*** Begin section ***

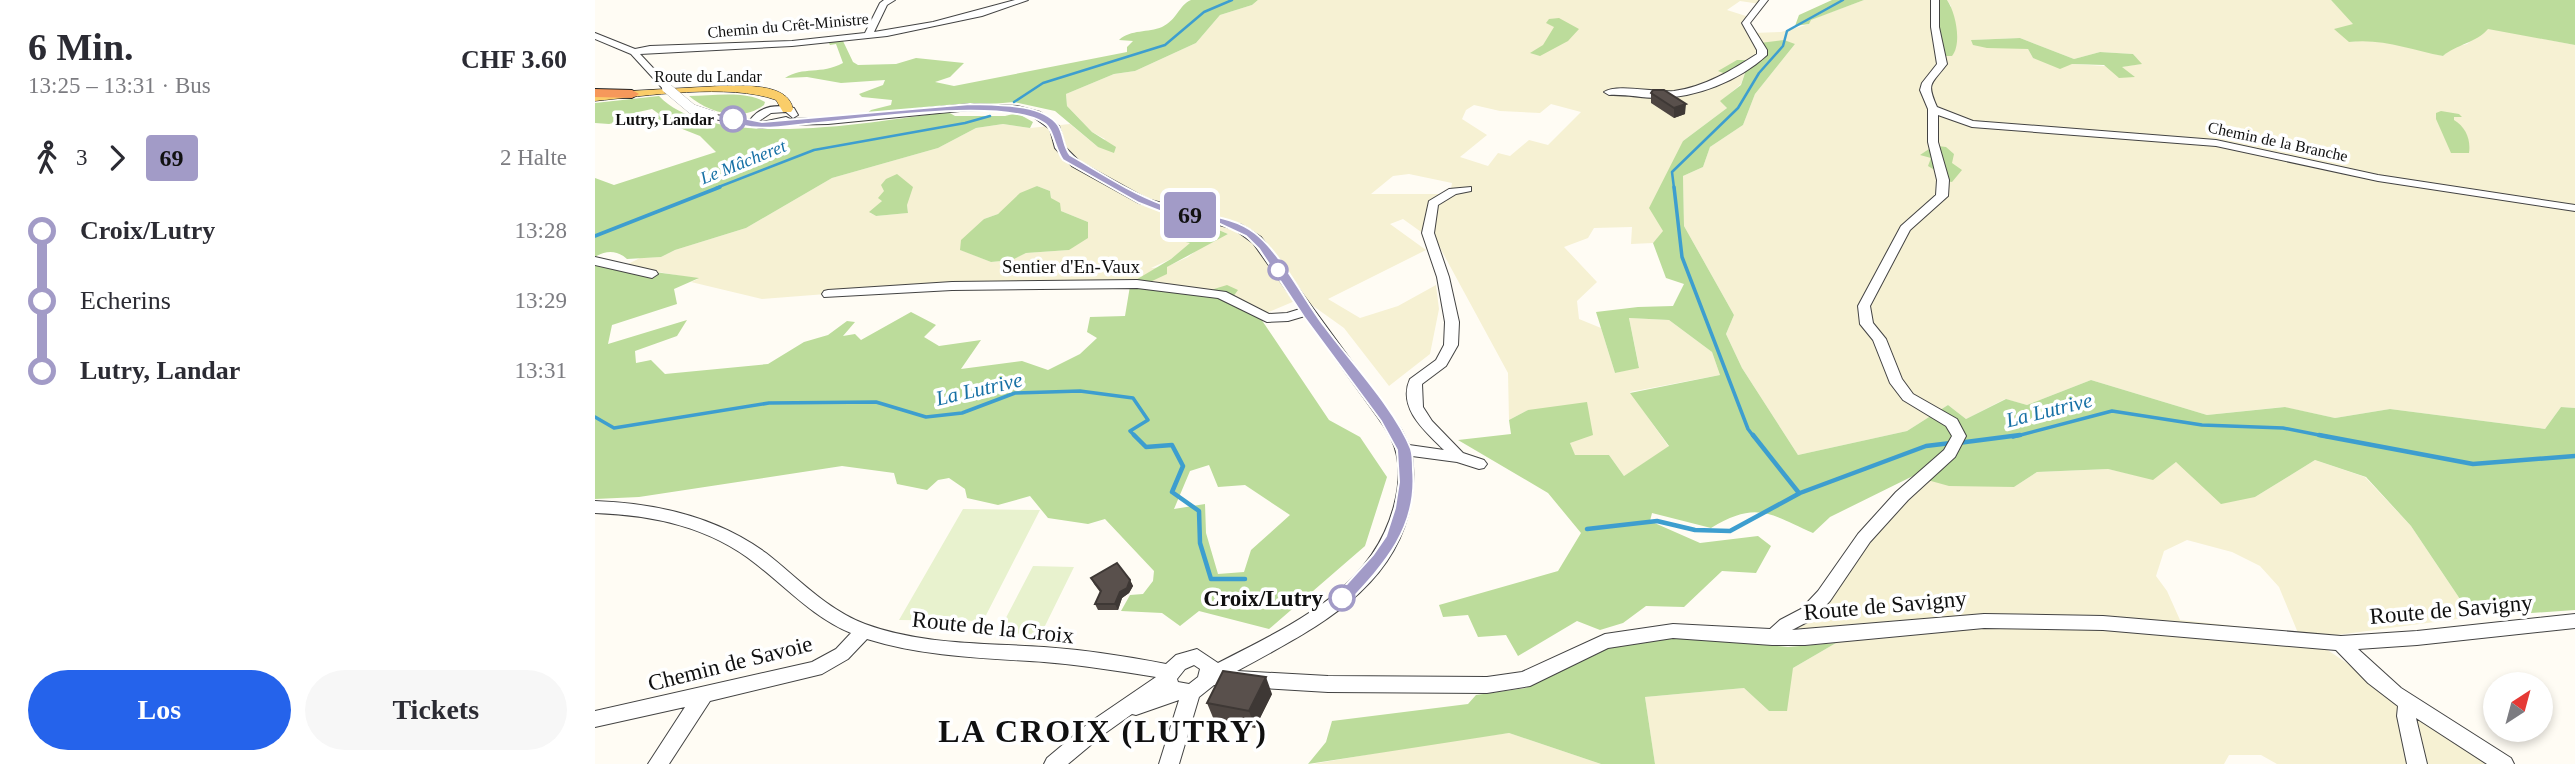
<!DOCTYPE html>
<html lang="de">
<head>
<meta charset="utf-8">
<style>
  body { margin:0; font-family:"Times New Roman",serif; background:#f7f7f7; color:#2b2b33; height:100vh; display:flex; flex-direction:column; font-size:26px; white-space:nowrap }
  * { box-sizing:border-box; margin:0 }
  p { font-size:23px; color:#7c7c81 }
  .icon { flex:none; width:38px; height:38px; fill:none; stroke:currentColor; stroke-width:2; stroke-linecap:round; stroke-linejoin:round }
  .map { position:relative; flex:1; overflow:hidden }
  .drawer { display:flex; flex-direction:column; background:#fff; width:595px }
  .drawer>* { flex:none }
  .badge { padding:0 14px; border-radius:5px; font-size:24px; line-height:46px }
  .needle { width:46px; rotate:36deg }
  .tools { position:absolute; left:1888px; top:672px; display:grid; gap:14px }
  .tools a { display:grid; place-items:center; width:70px; height:70px; border-radius:50%; background:#fff; box-shadow:0 4px 10px #0003; font-size:35px }
  .map>.badge { position:absolute; translate:-50% -50%; box-shadow:0 0 0 4px #fff }
  .legs { display:flex; align-items:center; gap:10px; height:77px; padding:0 28px; font-size:23px }
  .legs p { margin-inline-start:auto }
  .headline { display:flex; align-items:center; justify-content:space-between; height:119px; padding:0 28px }
  h1 { font-size:38px; font-weight:800; line-height:52px }
  .button { display:flex; gap:14px; margin-top:auto; padding:14px 28px }
  .button a { flex:1; height:80px; border-radius:42px; background:#2563eb; color:#fff; font-size:28px; font-weight:800; line-height:80px; text-align:center }
  .button a+a { background:#f7f7f7; color:#2b2b33 }
  ul { padding:0 28px; list-style:none }
  li { display:flex; align-items:center; gap:24px; height:70px; font-size:26px }
  li i { display:grid; place-items:center; width:10px; height:100%; margin:0 9px; background:currentColor }
  li i::after { content:''; width:18px; height:18px; margin:-9px; border:5px solid; border-radius:50%; background:#fff }
  li p { margin-inline-start:auto }
  li:first-child i { background:linear-gradient(#0000 50%,currentColor 0) }
  li:last-child i { background:linear-gradient(currentColor 50%,#0000 0) }
  main { display:flex; flex:1; min-height:0 }
  .map>svg:first-child { display:block }
  .farmland { fill:#f6f1d3; fill-rule:evenodd }
  .forest { fill:#bcdc9b; fill-rule:evenodd }
  .pitch { fill:#e8f2ce }
  .lines { fill:none; stroke-linecap:round; stroke-linejoin:round }
  .stream-far2 { stroke:#3d9ecf; stroke-width:2.5 }
  .stream-far1 { stroke:#3d9ecf; stroke-width:3.5 }
  .stream { stroke:#3d9ecf; stroke-width:4.5 }
  .minor-casing { stroke:#434343; stroke-width:2 }
  .major-casing { stroke:#212121; stroke-width:1 }
  .highway-casing { stroke:#212121; stroke-width:2 }
  .minor { fill:#fff; fill-rule:evenodd }
  .major { fill:#facd69; fill-rule:evenodd }
  .highway { fill:#f6985b; fill-rule:evenodd }
  .minor-bridge-casing { stroke:#434343; stroke-width:10; stroke-linecap:butt }
  .minor-bridge { stroke:#fff; stroke-width:10 }
  .wall { fill:#4d4541 }
  .shaded-wall { fill:#3e3835 }
  .building { fill:#59504c; stroke:#3e3835; stroke-width:2 }
  .line-1 { fill:#a29bc7; stroke:#fff; stroke-width:2 }
  .stop-1-dot { fill:#fff; stroke:#a29bc7; stroke-width:3.5 }
  .labels { text-anchor:middle; stroke-width:7; stroke-linejoin:round; paint-order:stroke }
  .far-street-label { font-size:16px; fill:#101010; stroke:#fff }
  .far-stop-label { font-size:16px; font-weight:bold; fill:#101010; stroke:#fff; text-anchor:end }
  .far-water-label { font-size:18px; font-style:italic; fill:#1670a5; stroke:#fff }
  .street-label { font-size:19px; fill:#101010; stroke:#fff }
  .water-label { font-size:21px; font-style:italic; fill:#1670a5; stroke:#fff }
  .near-stop-label { font-size:23px; font-weight:bold; fill:#101010; stroke:#fff; text-anchor:end }
  .near-street-label { font-size:23px; fill:#101010; stroke:#fff }
  .near-district-label { font-size:32px; font-weight:bold; letter-spacing:2px; fill:#101010; stroke:#fff }
</style>
</head>
<body>
<main>
<section class="drawer">
<div class="headline"><div><h1>6 Min.</h1><p>13:25 – 13:31 · Bus</p></div><b>CHF 3.60</b></div>
<div class="legs"><svg class="icon" aria-label="walk" viewBox="0 0 24 24"><circle cx="13" cy="4" r="2"/><path d="M13 8l-2 6 4 7M11 14l-3 7M7 12l3-4h3l4 4"/></svg>3<svg class="icon" aria-label="forward" viewBox="0 0 24 24"><path d="M9 5l7 7-7 7"/></svg><b class="badge" style="background:#a29bc7;color:#111">69</b><p>2 Halte</p></div>
<ul>
<li><i style="color:#a29bc7"></i><b>Croix/Lutry</b><p>13:28</p></li>
<li><i style="color:#a29bc7"></i><span>Echerins</span><p>13:29</p></li>
<li><i style="color:#a29bc7"></i><b>Lutry, Landar</b><p>13:31</p></li>
</ul>
<div class="button"><a>Los</a><a>Tickets</a></div>
</section>
<div class="map">
<svg width="1980" height="764" viewBox="0 0 1980 764">
  <rect width="100%" height="100%" fill="#fffcf4"/>
  <path class="farmland" d="M663,0h508l-6,4 -20,-3 -13,9 22,7 -2,6 6,10 28,-1 18,-5 10,-3 1,-4 54,-20h67l7,56h14l-1,-50 -4,-6h384l23,24 -5,18 17,-2 25,3 52,13 10,-9 14,-3 21,-16 87,17v363l-14,-1 -16,22 -155,-20 -55,9 -51,-11 -77,8 -116,-35 -64,25 -22,-6 -39,20 -18,-14 -41,26 -109,24 -56,-87 -16,-34 8,-19 -50,-89 -1,-50 20,-9 7,-20 33,-22 12,-31 40,-50 -35,-1 5,11 -19,16 -5,14 -20,17 6,7 -44,33 -20,91 -10,11 -22,1 1,-17 -38,1 -6,10 -24,9 33,35 -20,19 2,18 22,9 14,45 24,-6 -10,-49 40,2 43,32 8,23 -90,17 39,55 -45,29 -15,-21 -34,1 -5,-13 -42,-33 -19,10 -1,-47 -70,-129 -35,-25 -13,5 36,26 -98,49 32,19 38,-12 38,-21 3,24 -9,45 -41,32 -45,-58 -42,-30 -43,18 -58,-23 -71,-7 -227,2 -141,11 -71,-17 7,-3 -74,-13 16,-8 21,-1 14,-7 71,-22 86,-50 106,-30 38,-20 27,-4 27,4 40,-4 28,23 7,-8 -13,-7 -25,-26 -1,-12 48,-20 21,-3 61,-28 24,-28 32,-10zM1425,38l54,21 26,-7 33,2 8,10 -20,3 -49,-3 -39,-6 -5,-9 -57,-9zM956,104l30,8 -33,33 -19,-5 -19,16 -12,-3 -10,13 -28,-9 27,-22 -25,-16 4,-9 8,-5 26,6 40,2zM814,174l43,9 -2,11h-79l22,-18zM442,186l13,5 1,7 10,13 27,11 -19,28 -43,3 -15,7 -20,2 -30,-12 23,-31 14,-5zM289,191l23,14 1,8 -32,3 -6,-3 12,-12zM584,224l35,4 14,6 -27,13 -13,10 -22,10 -15,1 20,-9 20,-16 -13,-4 6,-6 -11,-6z
    M1720,460l50,17 46,49 61,91 -150,20 4,12 170,115h-219l-16,-9h-32l-5,9h-569l-10,-67 99,-9 25,23 24,-43 43,-25 -45,-10 22,-15 66,-88 47,-51 88,8 23,-15 71,-3 45,10 23,-17 79,35zM1592,540l45,12 28,14 19,21 19,46 -118,-13 -13,-29 -11,-15 8,-25z
    M914,733l92,31h-288l121,-21z"/>
  <path class="forest" d="M596,0h67l-6,5 -32,10 -24,28 -61,28 -21,3 -48,20 1,12 25,26 24,15 -2,6 -16,-6 -43,-36 -41,-9 -149,13 6,-5 20,-5 1,-5 -30,-3 -3,-3 24,-9 2,-5 -44,3 -34,-6 -22,1c18,-12 36,-3 58,-15l-7,-19 -6,1 -2,-4 20,-1 -5,1 10,21 5,3 38,-1 20,-6 48,5 -14,14 -15,5 19,4 173,-34v-5l6,-6 -14,-1c12,-11 29,-7 43,-13 15,-7 17,-22 29,-27z
    M1237,0h32l-53,20 -2,4 -14,2 4,-11z
    M1342,0h10c9,13 15,44 5,56h-8l-6,-31z
    M1736,0h244v45l-87,-16c-12,14 -31,15 -45,27 -32,-6 -61,-18 -94,-14l-15,-13 19,-5z
    M964,18l20,11 -11,12 -28,15 -10,-3 13,-8 11,-18 -8,-4 3,-4z
    M1425,38l54,21 26,-7 33,2 9,10 -20,3 13,10 -16,1 -15,-13 -32,-1 -12,5 -27,-11 -5,-9 -41,-1 -14,-3 -2,-5z
    M1189,40l11,4 -40,50 -12,31 -33,22 -7,20 -20,9 1,50 50,89 -8,19 16,34 56,87 109,-24 41,-26 18,14 40,-20 21,6 64,-25 116,35 78,-8 50,11 55,-9 155,20 16,-22 14,1v202l-103,7 -61,-91 -45,-49 -51,-17 -60,37 -34,7 -45,-42 -23,18 -45,-11 -71,3 -23,15 -65,-1 -36,-10 -83,41 -17,16c-44,-20 -57,-32 -102,-5l-59,-15 -2,8 50,22 58,-7 13,10 -15,27 -34,-2 -38,36 -38,-1 -23,17 -23,7 -23,-9 -59,35 -12,-21 -28,2 -10,-22 -25,2 -4,-12 119,-34 23,-38 -33,-40 -90,-53 53,-6 -2,-14 19,-10 59,-8 6,33 -23,8 5,12h34l15,21 45,-30 -39,-53 90,-18 -8,-23 -43,-32 -40,-2 10,50 -24,5 -19,-61 42,-5 35,-1 11,-22 -18,-6 -13,-35 10,-12 -14,-23 34,-67 44,-33 -7,-7 21,-16 5,-15 -20,4 -8,-3 19,-11h18l10,-6 -5,-11z
    M64,96c55,57 216,25 289,16l7,4h50l12,-3 16,9 -3,6 -27,-4 -27,4 -38,20 -106,30 -86,50 -71,22 -14,7 -34,2c-10,-9 -21,-9 -32,-2v-79l19,7 102,-33 -16,-16 -43,-17 2,-5 -7,-5 -23,5 -8,7 -12,3 -14,-1v-20z
    M94,96c23,0 56,-6 76,6l-1,3c-22,17 -55,8 -75,-9z
    M1846,111l18,3 3,3h-8v3c12,7 17,20 15,33h-18l-15,-34v-6z
    M1335,145l16,2 8,7 -2,9 10,7 -10,12 -12,-2 -2,-8 -10,-6 3,-8 -11,-3 9,-6z
    M302,174l16,13 -6,18 1,8 -32,3 -7,-4 13,-11 -4,-3 6,-7 -3,-6 5,-6z
    M442,186l13,5 1,7 9,5 1,8 27,11v16l-19,12 -43,3 -14,7 -21,2 -31,-12 1,-10 23,-21 14,-5 22,-21z
    M584,224l35,4 14,6 -61,33v7l-17,8 -16,-1 37,-22 19,-16 -13,-3 7,-7 -12,-7z
    M0,264l104,14 -25,11 3,15 -65,21 -4,19 79,-24 -10,16 -42,15 1,12 15,-3 14,14 103,-10 36,-22 24,-7 19,-14 8,1 -12,14 12,-2 6,6 50,-28 25,13 -12,12 15,9 42,-6 -20,29 61,-8 26,9 32,-16 17,-16 -10,-6 3,-15 35,-1 5,-30 71,7 26,-8 11,5 -8,11 29,15 70,104 31,17 27,40 -22,69 -96,83 -70,-18 -19,15 -18,-13 -41,-2 9,-16 13,-1 10,-13 1,-10 -49,-52 -17,5 -40,-6 -18,-22 -32,9 -31,-7 -2,-9 -16,-11 -11,2 -11,10 -30,-6 -3,-11 -52,-7 -203,31 -44,2zM614,465l9,22 27,-2 45,30 -39,35 -7,22 -26,2 -12,-41 -1,-29 -31,5 16,-38z
    M1094,637l99,10 48,-4 -43,25 -6,43h-18l-25,-23 -99,9 10,67h-54l-92,-31 -201,31 18,-22 6,-21 136,-17 8,-9 50,-7 83,-43z"/>
  <path class="pitch" d="M368,509l77,1 -57,111 -84,-1z
    M438,566l41,1 -33,67 -43,-1z"/>
  <g class="lines">
    <path class="stream-far2" d="M419,102l29,-19 122,-38 39,-33 28,-12
      M121,188l98,-38 151,-27 25,-7
      M1079,188l-2,-16 66,-64 21,-35 24,-27 4,-15 56,-31"/>
    <path class="stream-far1" d="M1079,187l8,70 66,172 6,8
      M0,236l125,-49
      M0,417l19,11 155,-25 107,-1 50,15 36,-4 53,-20 65,-2 53,7 15,22 -18,11 6,6
      M1418,437l99,-26 90,14 81,3 46,9"/>
    <path class="stream" d="M539,435l12,12 26,-2 11,21 -11,26 27,19 1,32 11,36h34
      M1158,435l46,58
      M1724,435l154,29 102,-8
      M1363,443l62,-8
      M992,529l70,-8 38,9 35,1 70,-38 126,-47 25,-3"/>
    <g class="minor-casing">
      <path id="minor" d="M289,0h11l-8,5 -13,27 59,-10 82,-22h13l-46,16 -95,20 -95,10 -152,8 30,32v4h-6l-33,-36 -36,-15v-6l40,16 15,-3 142,-5 73,-8 15,-30z
        M1165,0h8l-18,23 17,27v5c-28,26 -72,43 -109,43 -17,0 -33,-4 -49,-3l-5,-3c14,-9 51,1 70,-1 31,-4 58,-21 83,-37v-4l-15,-27z
        M1336,0h8v27l8,37c-16,21 -21,18 -10,43l36,14 243,19 162,35 197,30v6l-197,-30 -162,-35 -244,-19 -34,-12v27l11,38 -1,16 -38,34 -40,76 3,17 13,16 16,40 11,15 44,25 9,17 -11,21 -47,43 -38,42 -40,59 -17,18 -21,11 192,-16 119,2 238,20 76,-5 158,-17v14l-158,17 -59,4 43,39 110,70 3,6h-27l-71,-46 11,46h-20l-10,-48 1,-10 -30,-23 -32,-33 -233,-20 -119,-2 -179,17h-33l-99,-7 -65,10 -78,38 -43,7 -159,-1 -114,-7 -15,12 -20,67h-20l20,-64 -43,15 -4,-1 -28,20 -36,30h-24l3,-6 43,-36 66,-45c-37,-6 -75,-12 -112,-15 -60,-4 -119,-5 -177,-23l-19,20 -26,15 -112,27 -41,63h-21l37,-57 -90,20v-16l217,-49 24,-13 15,-16c-37,-15 -64,-45 -95,-69 -46,-37 -103,-49 -161,-51v-12c60,2 122,16 171,52 32,25 60,56 99,71 57,21 120,19 179,23 41,3 82,9 122,17l10,-9 21,-6 21,14c72,-38 153,-71 176,-157 6,-22 7,-47 -3,-68 -7,-14 -18,-27 -27,-40 -20,-27 -39,-55 -59,-82l-17,5 -21,1 -49,-24 -81,-10 -185,2 -128,7 -2,-3 2,-3 4,-1 124,-8 185,-2 89,12 43,22 18,-1 13,-4 -47,-66 -19,-14 -95,-26 -67,-37 -17,-18 -5,-19 -18,-13 -19,-5 -43,-1 -142,14 -50,1 -16,3 -53,-10v-4l41,6c10,-14 27,-16 44,-12l4,7 -5,3 -7,-6 -15,1 -12,8 3,1 24,-5 4,2 38,-1 142,-14 47,2 23,6 19,14 6,21 15,15 67,37 95,26 19,12 140,192 8,16 35,5c-19,-19 -47,-42 -34,-71l26,-19 8,-15 1,-23 -8,-45 -15,-44 7,-32 20,-12 22,-2v4l-15,3 -18,11 -4,28 15,44 10,45 -1,23 -12,21 -24,18 1,23 9,14 31,32 21,7 3,4 -3,4 -5,1 -22,-7 -45,-6c3,21 1,39 -4,59 -21,81 -104,119 -171,156l91,5 159,1 35,-5 83,-38 68,-10 97,5 10,-9 21,-11 17,-18 40,-57 38,-42 48,-42 8,-14 -6,-10 -43,-26 -13,-17 -17,-43 -13,-16 -2,-18 43,-80 35,-31 1,-15 -9,-38v-33l-8,-19 2,-7 15,-19 -6,-37zM599,665l6,4 -2,8 -9,7 -11,-2 -1,-3 8,-10z
        M0,257l61,14 2,3 -6,4 -57,-13z"/>
    </g>
    <g class="major-casing">
      <path id="major" d="M125,86c22,0 68,-4 73,23l-2,3h-8l-7,-12c-46,-17 -132,-4 -181,1v-8z"/>
    </g>
    <g class="highway-casing">
      <path id="highway" d="M0,89l37,1 7,4 -7,4 -37,-1z"/>
    </g>
    <use href="#minor" class="minor"/>
    <use href="#major" class="major"/>
    <use href="#highway" class="highway"/>
    <g class="minor-bridge-casing">
      <path id="minor-bridge" d="M72,88l25,21 21,7"/>
    </g>
    <use href="#minor-bridge" class="minor-bridge"/>
  </g>
  <path class="wall" d="M1056,93l34,21 -11,4 -23,-15z
    M496,578l39,2 3,6 -4,7 -7,5 -4,12h-20l-3,-6 5,-12 -6,-8z
    M677,694l-17,34 -41,-8 -7,-17z"/>
  <path class="shaded-wall" d="M1091,104l-1,10 -11,4v-10z
    M535,580l3,6 -4,7 -7,5 -4,12 -3,-6 5,-12z
    M671,677l6,17 -17,34 -6,-17z"/>
  <path class="building" d="M1058,90h11l22,14 -12,4 -23,-15z
    M522,563l13,17 -3,8 -7,4 -5,12h-20l6,-13 -10,-13z
    M628,671l43,6 -17,34 -42,-8z"/>
  <path class="line-1" d="M375,104c25,1 72,-1 88,21 6,9 5,21 12,30 31,18 61,38 94,50 29,11 66,8 91,28 26,20 49,67 70,94 25,34 71,83 86,122 2,6 2,14 2,21 5,57 -28,94 -65,133h-12l-2,-5 39,-43 13,-19 9,-28 4,-26 -2,-32 -16,-29 -77,-104 -45,-68 -13,-13 -26,-12 -58,-12 -23,-9 -76,-43c-8,-10 -10,-32 -19,-37 -41,-26 -186,-3 -238,1 -25,3 -57,9 -78,-5l5,-3 29,6z"/>
  <g class="stop-1-dot">
    <circle cx="138" cy="119" r="12"/>
    <circle cx="683" cy="270" r="9"/>
    <circle cx="747" cy="598" r="12"/>
  </g>
  <g class="labels">
    <g class="far-street-label">
      <text transform="translate(193 25) rotate(-5)" y="6">Chemin du Crêt-Ministre</text>
      <text x="113" y="82">Route du Landar</text>
      <text transform="translate(1683 141) rotate(12)" y="6">Chemin de la Branche</text>
    </g>
    <g class="far-stop-label">
      <text x="119" y="125">Lutry, Landar</text>
    </g>
    <g class="far-water-label">
      <text transform="translate(148 162) rotate(-22)" y="6">Le Mâcheret</text>
    </g>
    <g class="street-label">
      <text x="476" y="273">Sentier d'En-Vaux</text>
    </g>
    <g class="water-label">
      <text transform="translate(384 389) rotate(-13)" y="7">La Lutrive</text>
      <text transform="translate(1454 410) rotate(-14)" y="7">La Lutrive</text>
    </g>
    <g class="near-stop-label">
      <text x="728" y="606">Croix/Lutry</text>
    </g>
    <g class="near-street-label">
      <text transform="translate(1290 605) rotate(-5)" y="8">Route de Savigny</text>
      <text transform="translate(1856 609) rotate(-5)" y="8">Route de Savigny</text>
      <text transform="translate(398 627) rotate(6)" y="8">Route de la Croix</text>
      <text transform="translate(135 663) rotate(-14)" y="8">Chemin de Savoie</text>
    </g>
    <g class="near-district-label">
      <text x="508" y="742">LA CROIX (LUTRY)</text>
    </g>
  </g>
</svg>
<div class="tools">
<a><svg class="needle" viewBox="-14 -14 28 28"><path d="M0-13l5 13h-10z" fill="#e53935"/><path d="M0 13l5-13h-10z" fill="#7c7c81"/></svg></a>
</div>
<b class="badge" style="left:595px;top:215px;background:#a29bc7;color:#111">69</b>
</div>
</main>
</body>
</html>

*** End section ***

INSTRUCTIONS FOR THE TASK
Take the listing above and repeat exactly the lines from the one containing "position:absolute; left:1888px; top:672px;" through the one containing "fill:none; stroke-linecap:round; stroke-linejoin:round", both included.

WRITTEN SOLUTION
  .tools { position:absolute; left:1888px; top:672px; display:grid; gap:14px }
  .tools a { display:grid; place-items:center; width:70px; height:70px; border-radius:50%; background:#fff; box-shadow:0 4px 10px #0003; font-size:35px }
  .map>.badge { position:absolute; translate:-50% -50%; box-shadow:0 0 0 4px #fff }
  .legs { display:flex; align-items:center; gap:10px; height:77px; padding:0 28px; font-size:23px }
  .legs p { margin-inline-start:auto }
  .headline { display:flex; align-items:center; justify-content:space-between; height:119px; padding:0 28px }
  h1 { font-size:38px; font-weight:800; line-height:52px }
  .button { display:flex; gap:14px; margin-top:auto; padding:14px 28px }
  .button a { flex:1; height:80px; border-radius:42px; background:#2563eb; color:#fff; font-size:28px; font-weight:800; line-height:80px; text-align:center }
  .button a+a { background:#f7f7f7; color:#2b2b33 }
  ul { padding:0 28px; list-style:none }
  li { display:flex; align-items:center; gap:24px; height:70px; font-size:26px }
  li i { display:grid; place-items:center; width:10px; height:100%; margin:0 9px; background:currentColor }
  li i::after { content:''; width:18px; height:18px; margin:-9px; border:5px solid; border-radius:50%; background:#fff }
  li p { margin-inline-start:auto }
  li:first-child i { background:linear-gradient(#0000 50%,currentColor 0) }
  li:last-child i { background:linear-gradient(currentColor 50%,#0000 0) }
  main { display:flex; flex:1; min-height:0 }
  .map>svg:first-child { display:block }
  .farmland { fill:#f6f1d3; fill-rule:evenodd }
  .forest { fill:#bcdc9b; fill-rule:evenodd }
  .pitch { fill:#e8f2ce }
  .lines { fill:none; stroke-linecap:round; stroke-linejoin:round }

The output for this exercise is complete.